← 戻る 三井ガーデンホテル京都新町 別邸

誰の荷物か分からなくなった、あの午後のこと

石畳に響く不協和音と、心地よい混乱

ガタガタと石畳を転がるスーツケースの不揃いなリズム。四人分の荷物が重なると、それはもはや旅の始まりというより、賑やかなパレードのようだった。十月の京都、ひんやりとした風が頬を撫で、どこからか漂うお香の香りが鼻をくすぐる。そのとき、誰かが「あれ、予約したの誰だっけ?」と呟いた。一斉にスマホを取り出し、もどかしい沈黙が流れる。けれど、その気まずささえも、旅のスパイスのように心地よかった。
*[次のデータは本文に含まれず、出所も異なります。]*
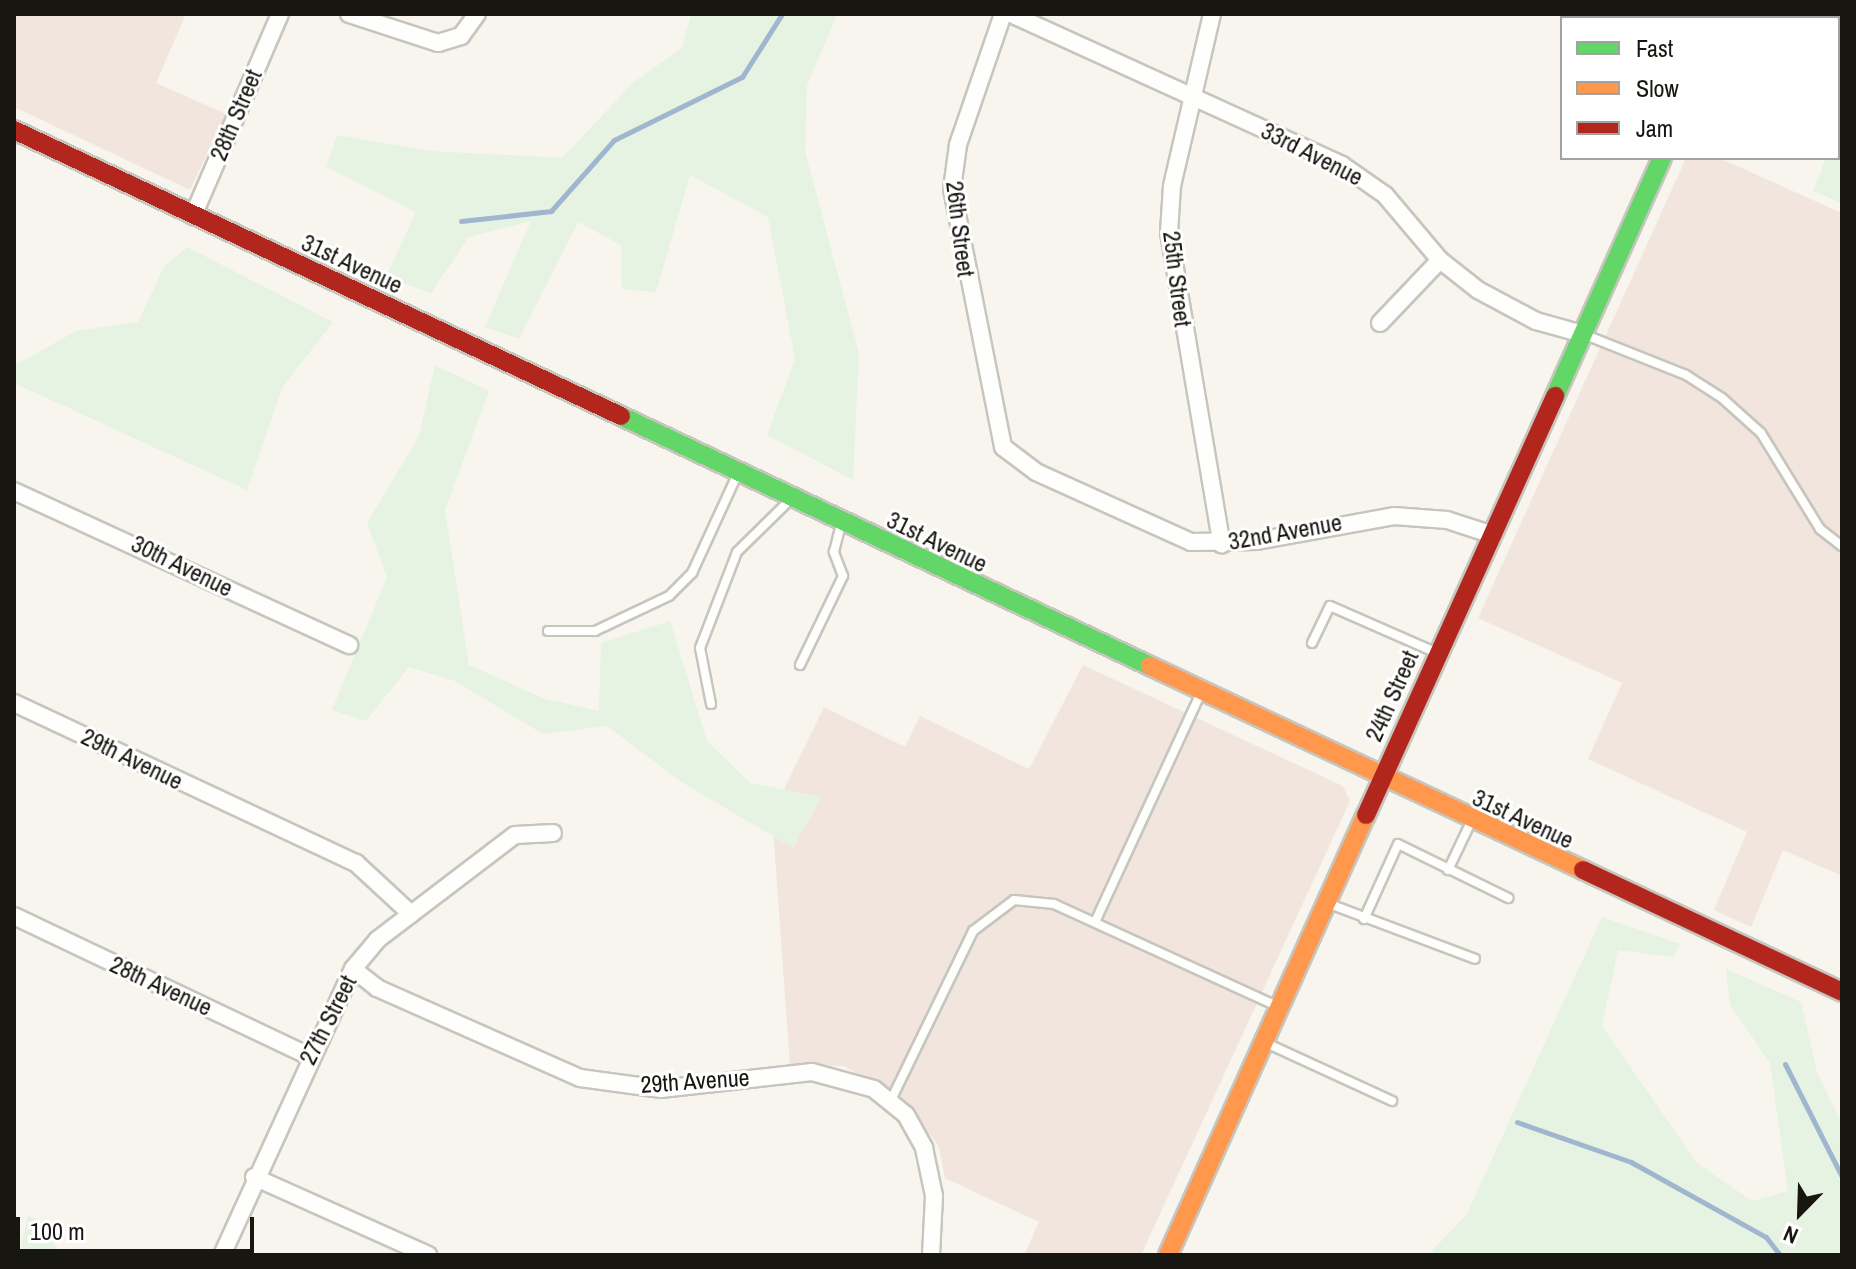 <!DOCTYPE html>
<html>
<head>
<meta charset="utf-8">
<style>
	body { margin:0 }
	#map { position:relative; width:1856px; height:1269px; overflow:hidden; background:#f7f5ed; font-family:"Archivo Narrow",sans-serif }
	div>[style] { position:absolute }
	.education>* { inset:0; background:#f1e5de }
	.green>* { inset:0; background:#e6f3e3 }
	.stream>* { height:5px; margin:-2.5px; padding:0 2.5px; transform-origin:2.5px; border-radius:2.5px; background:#a0b6ce }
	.roads { filter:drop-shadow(2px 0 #c6c5be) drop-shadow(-2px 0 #c6c5be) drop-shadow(0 2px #c6c5be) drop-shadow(0 -2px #c6c5be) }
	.lane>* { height:8px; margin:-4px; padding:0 4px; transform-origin:4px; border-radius:4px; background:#fefefc }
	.street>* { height:16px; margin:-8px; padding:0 8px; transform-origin:8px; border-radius:8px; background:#fefefc }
	.fast>* { height:18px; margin:-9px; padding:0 9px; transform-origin:9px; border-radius:9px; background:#63d668 }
	.slow>* { height:18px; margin:-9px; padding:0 9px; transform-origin:9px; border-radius:9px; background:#ff974d }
	.jam>* { height:18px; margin:-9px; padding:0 9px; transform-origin:9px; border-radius:9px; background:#b3261e }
	span { translate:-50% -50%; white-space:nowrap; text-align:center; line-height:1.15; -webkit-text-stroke:6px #fff; paint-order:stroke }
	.street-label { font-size:24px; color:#171611 }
	.frame { position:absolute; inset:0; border:16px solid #171611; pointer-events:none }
	.legend { position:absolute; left:1560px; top:16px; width:280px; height:144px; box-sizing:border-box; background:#fff; border:2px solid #a2a2a0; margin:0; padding:10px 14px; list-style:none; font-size:24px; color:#171611 }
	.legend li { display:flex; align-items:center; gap:16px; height:40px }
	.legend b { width:40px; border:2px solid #a2a2a0 }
	.north { position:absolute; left:1760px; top:1173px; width:80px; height:80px; -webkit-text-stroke:6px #fff; paint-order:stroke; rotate:203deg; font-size:22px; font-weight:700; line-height:32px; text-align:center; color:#171611 }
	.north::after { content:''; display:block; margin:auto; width:28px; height:36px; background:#171611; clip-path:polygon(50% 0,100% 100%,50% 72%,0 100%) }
	.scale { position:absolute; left:16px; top:1217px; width:238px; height:36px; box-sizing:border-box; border:4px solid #171611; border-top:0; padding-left:10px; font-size:24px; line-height:28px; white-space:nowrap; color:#171611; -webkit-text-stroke:6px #fff; paint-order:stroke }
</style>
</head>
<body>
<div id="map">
	<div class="education">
		<div style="clip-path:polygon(14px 14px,186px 14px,156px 83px,226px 114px,190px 190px,14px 107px)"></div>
		<div style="clip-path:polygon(1686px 158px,1719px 158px,1842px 213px,1842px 876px,1783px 850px,1751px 927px,1714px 910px,1747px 832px,1588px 759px,1622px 683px,1478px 618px)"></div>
		<div style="clip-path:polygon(1083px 665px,1343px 786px,1350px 801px,1141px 1255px,1024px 1255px,1039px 1222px,945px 1178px,939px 1147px,907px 1102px,844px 1066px,790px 1065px,772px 814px,824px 707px,905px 747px,920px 716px,1029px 769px)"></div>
	</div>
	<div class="green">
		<div style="clip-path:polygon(691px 14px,837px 14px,807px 86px,805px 151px,859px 354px,853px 480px,767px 435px,795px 359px,768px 217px,690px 175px,656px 292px,622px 289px,621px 245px,578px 222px,519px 339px,485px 327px,531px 221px,469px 237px,431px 293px,386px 277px,416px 212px,326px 167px,337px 135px,431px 151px,562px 158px,634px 82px,682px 48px)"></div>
		<div style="clip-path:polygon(1842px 116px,1842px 203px,1813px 191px,1826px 158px,1838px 158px)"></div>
		<div style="clip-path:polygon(187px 247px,333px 322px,282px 388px,247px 490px,14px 383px,14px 366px,76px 331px,138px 322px,164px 267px)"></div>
		<div style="clip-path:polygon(435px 365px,489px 391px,445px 510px,469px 665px,545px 699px,599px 711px,601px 643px,670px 621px,707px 741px,750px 783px,822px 797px,793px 848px,683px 783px,607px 726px,543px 734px,455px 681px,409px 667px,366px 721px,332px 710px,387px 577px,367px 523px,419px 436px)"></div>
		<div style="clip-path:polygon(1602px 917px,1681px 944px,1673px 957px,1618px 950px,1602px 1026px,1697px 1163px,1752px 1201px,1788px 1191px,1770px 1063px,1730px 1005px,1726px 969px,1801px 1002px,1817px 1072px,1842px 1124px,1842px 1255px,1428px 1255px,1467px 1214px)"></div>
		<div style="clip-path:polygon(28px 1216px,46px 1223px,59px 1255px,19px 1255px)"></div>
	</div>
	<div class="stream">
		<div style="left:461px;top:221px;width:91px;rotate:-6.3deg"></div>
		<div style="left:551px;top:211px;width:95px;rotate:-48.4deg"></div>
		<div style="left:614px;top:140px;width:143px;rotate:-26.2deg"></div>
		<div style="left:742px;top:77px;width:75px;rotate:-57.6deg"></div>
		<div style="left:1785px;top:1064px;width:127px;rotate:63.2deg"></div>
		<div style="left:1517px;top:1122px;width:121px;rotate:19.3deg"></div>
		<div style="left:1631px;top:1162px;width:154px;rotate:29.1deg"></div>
		<div style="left:1766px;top:1237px;width:23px;rotate:52deg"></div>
	</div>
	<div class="roads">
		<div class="lane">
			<div style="left:1583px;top:334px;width:111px;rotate:21.7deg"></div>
			<div style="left:1686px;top:375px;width:43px;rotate:32.6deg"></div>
			<div style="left:1722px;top:398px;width:52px;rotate:41.9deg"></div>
			<div style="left:1761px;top:433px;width:113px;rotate:58.4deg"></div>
			<div style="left:1820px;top:529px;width:28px;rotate:38deg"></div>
			<div style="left:548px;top:631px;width:47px"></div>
			<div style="left:595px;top:631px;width:82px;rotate:-25.3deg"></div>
			<div style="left:669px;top:596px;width:33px;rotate:-45deg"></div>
			<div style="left:692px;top:573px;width:108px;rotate:-65.3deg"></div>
			<div style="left:1312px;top:643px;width:41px;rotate:-64.1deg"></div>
			<div style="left:1330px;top:606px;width:117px;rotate:23.7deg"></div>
			<div style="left:800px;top:665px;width:99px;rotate:-64.2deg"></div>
			<div style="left:843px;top:576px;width:26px;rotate:-111deg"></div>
			<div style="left:834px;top:552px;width:30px;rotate:-76deg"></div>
			<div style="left:711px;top:704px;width:57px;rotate:-101.1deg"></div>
			<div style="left:700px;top:648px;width:103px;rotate:-68.9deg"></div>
			<div style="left:737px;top:552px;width:74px;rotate:-44.5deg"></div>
			<div style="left:1448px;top:870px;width:53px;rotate:-64.4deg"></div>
			<div style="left:1327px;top:903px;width:158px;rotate:20.7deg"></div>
			<div style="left:1364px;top:919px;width:82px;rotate:-65.6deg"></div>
			<div style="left:1398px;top:844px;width:123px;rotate:26.1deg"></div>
			<div style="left:1095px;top:922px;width:252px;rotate:-65.2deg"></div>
			<div style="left:1264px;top:1042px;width:141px;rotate:24.7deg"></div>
			<div style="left:891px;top:1100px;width:188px;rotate:-64.1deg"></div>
			<div style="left:973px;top:931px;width:51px;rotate:-37.1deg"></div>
			<div style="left:1014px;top:900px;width:40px;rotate:5.7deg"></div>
			<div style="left:1054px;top:904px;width:245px;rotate:24.6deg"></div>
		</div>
		<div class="street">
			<div style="left:349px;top:14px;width:94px;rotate:18deg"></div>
			<div style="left:438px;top:43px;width:24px;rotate:-17deg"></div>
			<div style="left:461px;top:36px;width:27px;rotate:-54deg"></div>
			<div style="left:1003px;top:14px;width:139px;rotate:109deg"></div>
			<div style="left:958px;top:145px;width:44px;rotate:97.8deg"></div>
			<div style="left:952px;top:189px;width:263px;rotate:78.8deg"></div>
			<div style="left:1003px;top:447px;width:41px;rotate:37.1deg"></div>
			<div style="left:1036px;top:472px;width:170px;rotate:24.3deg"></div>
			<div style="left:1191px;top:542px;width:66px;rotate:-0.9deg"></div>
			<div style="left:1257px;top:541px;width:139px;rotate:-10.3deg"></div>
			<div style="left:1394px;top:516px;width:53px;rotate:4.3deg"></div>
			<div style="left:1447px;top:520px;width:48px;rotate:18.1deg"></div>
			<div style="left:1011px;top:14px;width:364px;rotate:24.5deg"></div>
			<div style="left:1342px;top:165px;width:52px;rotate:34.9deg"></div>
			<div style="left:1385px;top:195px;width:85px;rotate:49.8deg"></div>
			<div style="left:1440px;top:260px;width:48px;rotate:38.3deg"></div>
			<div style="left:1478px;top:290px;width:66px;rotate:28.1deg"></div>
			<div style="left:1536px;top:321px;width:49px;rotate:15.5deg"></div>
			<div style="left:1212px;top:14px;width:177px;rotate:103.1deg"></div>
			<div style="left:1172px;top:186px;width:47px;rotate:93.7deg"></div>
			<div style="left:1169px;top:233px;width:316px;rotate:80.4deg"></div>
			<div style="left:1620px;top:14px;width:10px;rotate:24deg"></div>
			<div style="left:193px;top:216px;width:220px;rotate:-66.7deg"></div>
			<div style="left:1380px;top:323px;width:87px;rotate:-46.4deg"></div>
			<div style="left:14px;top:491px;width:369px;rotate:24.7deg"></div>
			<div style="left:14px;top:703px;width:378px;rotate:25.1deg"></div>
			<div style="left:356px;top:863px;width:75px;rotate:42.8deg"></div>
			<div style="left:14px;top:916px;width:327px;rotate:25.4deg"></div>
			<div style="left:353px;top:969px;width:31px;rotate:38deg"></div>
			<div style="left:377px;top:988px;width:222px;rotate:23.9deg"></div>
			<div style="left:580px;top:1078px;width:82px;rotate:7.7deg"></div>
			<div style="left:661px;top:1089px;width:152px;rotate:-6.4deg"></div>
			<div style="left:812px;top:1072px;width:64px;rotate:15.3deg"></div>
			<div style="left:874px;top:1089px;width:41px;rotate:39.1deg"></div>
			<div style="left:906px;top:1115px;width:38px;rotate:61deg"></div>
			<div style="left:924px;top:1148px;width:49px;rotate:78.2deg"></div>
			<div style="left:934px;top:1196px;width:59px;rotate:92.9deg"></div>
			<div style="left:254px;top:1177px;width:191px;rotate:24.1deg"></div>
			<div style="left:222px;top:1255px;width:315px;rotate:-65.4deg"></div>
			<div style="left:353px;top:969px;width:38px;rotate:-50deg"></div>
			<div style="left:377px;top:940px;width:173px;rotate:-37.3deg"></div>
			<div style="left:515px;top:835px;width:38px;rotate:-3deg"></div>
		</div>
		<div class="fast">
			<div style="left:1555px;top:396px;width:261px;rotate:-65.8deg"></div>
			<div style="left:621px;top:416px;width:585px;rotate:25.29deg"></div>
		</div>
		<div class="slow">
			<div style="left:1150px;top:666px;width:479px;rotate:25.2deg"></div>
			<div style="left:1168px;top:1255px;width:482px;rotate:-65.8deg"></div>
		</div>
		<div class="jam">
			<div style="left:1725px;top:18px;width:4px;rotate:-63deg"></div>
			<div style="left:14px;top:130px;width:671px;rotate:25.23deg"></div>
			<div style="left:1366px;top:815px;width:460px;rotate:-65.7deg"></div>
			<div style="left:1583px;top:870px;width:286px;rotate:25.2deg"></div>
		</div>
	</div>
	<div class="street-label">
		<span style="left:236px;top:115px;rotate:-67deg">28th Street</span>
		<span style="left:1312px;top:154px;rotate:27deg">33rd Avenue</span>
		<span style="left:960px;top:229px;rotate:83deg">26th Street</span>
		<span style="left:352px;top:264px;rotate:25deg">31st Avenue</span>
		<span style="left:1177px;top:279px;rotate:83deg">25th Street</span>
		<span style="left:1285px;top:532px;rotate:-10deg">32nd Avenue</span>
		<span style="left:937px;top:542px;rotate:26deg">31st Avenue</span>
		<span style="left:182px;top:566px;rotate:26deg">30th Avenue</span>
		<span style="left:1392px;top:696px;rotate:-66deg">24th Street</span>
		<span style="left:132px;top:759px;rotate:26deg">29th Avenue</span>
		<span style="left:1523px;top:819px;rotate:25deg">31st Avenue</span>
		<span style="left:161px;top:986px;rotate:25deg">28th Avenue</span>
		<span style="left:328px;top:1020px;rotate:-63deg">27th Street</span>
		<span style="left:695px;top:1081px;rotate:-4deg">29th Avenue</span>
	</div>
	<div class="frame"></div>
	<ul class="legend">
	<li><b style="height:10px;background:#63d668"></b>Fast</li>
	<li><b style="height:10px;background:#ff974d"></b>Slow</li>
	<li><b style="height:10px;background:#b3261e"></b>Jam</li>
	</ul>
	<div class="north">N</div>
	<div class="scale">100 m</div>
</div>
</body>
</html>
三井ガーデンホテル京都新町 別邸の入り口に辿り着いたとき、足元には誰のものか分からなくなった買い物袋が転がっていたが、そんな不完全さこそが、私たちの旅の正しいリズムなのだと感じた。

この宿が私たちに教えてくれた、四つの真理

炭酸泉のしゅわしゅわは、秘密の共有に近い
大浴場で肌を包み込む、繊細な泡の刺激。心地よい温度に身を委ねていると、普段は隠している恥ずかしい昔話が、お湯に溶け出すように溢れ出した。心までふんわりと緩み、誰が先に上がったかなどどうでもよくなる、至福の空白時間だった。

ベッド三台の配置は、友情の力学を可視化する
部屋に入った瞬間、誰がどこに寝るかという静かな、けれど激しい心理戦が始まった。パリッとしたリネンの感触と、間接照明の柔らかな光。三台のベッドがあるからこそ生まれる絶妙な距離感と、あえて隣り合おうとする執着心。結局はジャンケンで決めたが、その不公平さこそが、私たちの関係性にちょうどいい塩梅だった。

地図を捨てる勇気が、最高の路地裏を連れてくる
非接触カードキーをポケットに忍ばせ、中京区の迷路のような路地へ。冷たい風に吹かれながら、あてもなく歩く。予定していた店を通り過ぎ、偶然見つけた小さな店で笑い合ったとき、目的地に辿り着くことよりも、迷いながら歩く時間の方がずっと贅沢なのだと気づかされた。

朝食の静寂は、夜の喧騒への最高の助走になる
「僧伽小野」でいただく和朝食。凛とした空気の中、お箸が器に触れる小さな音や、立ち上る出汁の香りが意識を研ぎ澄ませてくれる。この静謐な時間があるからこそ、私たちはまた夜に賑やかに騒げるのだという、不思議な確信があった。

リストには書ききれない、あの庭の温度

計画表にはなかったけれど、一番心に深く刻まれたのは、ふと立ち寄った迎え庭の風景だ。白漆喰の壁に落ちる影が、陽の移ろいとともにゆっくりと形を変えていく。十月の空気はどこまでも透明で、深く吸い込むたびに肺の奥まで冷やされるような、心地よい緊張感があった。私たちはそこに並んで立ち、特に深い言葉を交わしたわけではない。ただ、手水鉢に落ちる水の澄んだ音と、木々の彩りが深まっていく様子を、同じリズムで眺めていた。完璧なスケジュールをこなすことよりも、ただそこにいて、空気の重さを共有すること。それは、まるで静かな水面に波紋が広がるように、私たちの絆をゆっくりと深めてくれた。あのとき感じた「何もしない贅沢」こそが、この旅で一番欲しかった答えだったのだ。

庭の隅で誰かが小さくあくびをした音が、夜の静寂に溶けていった。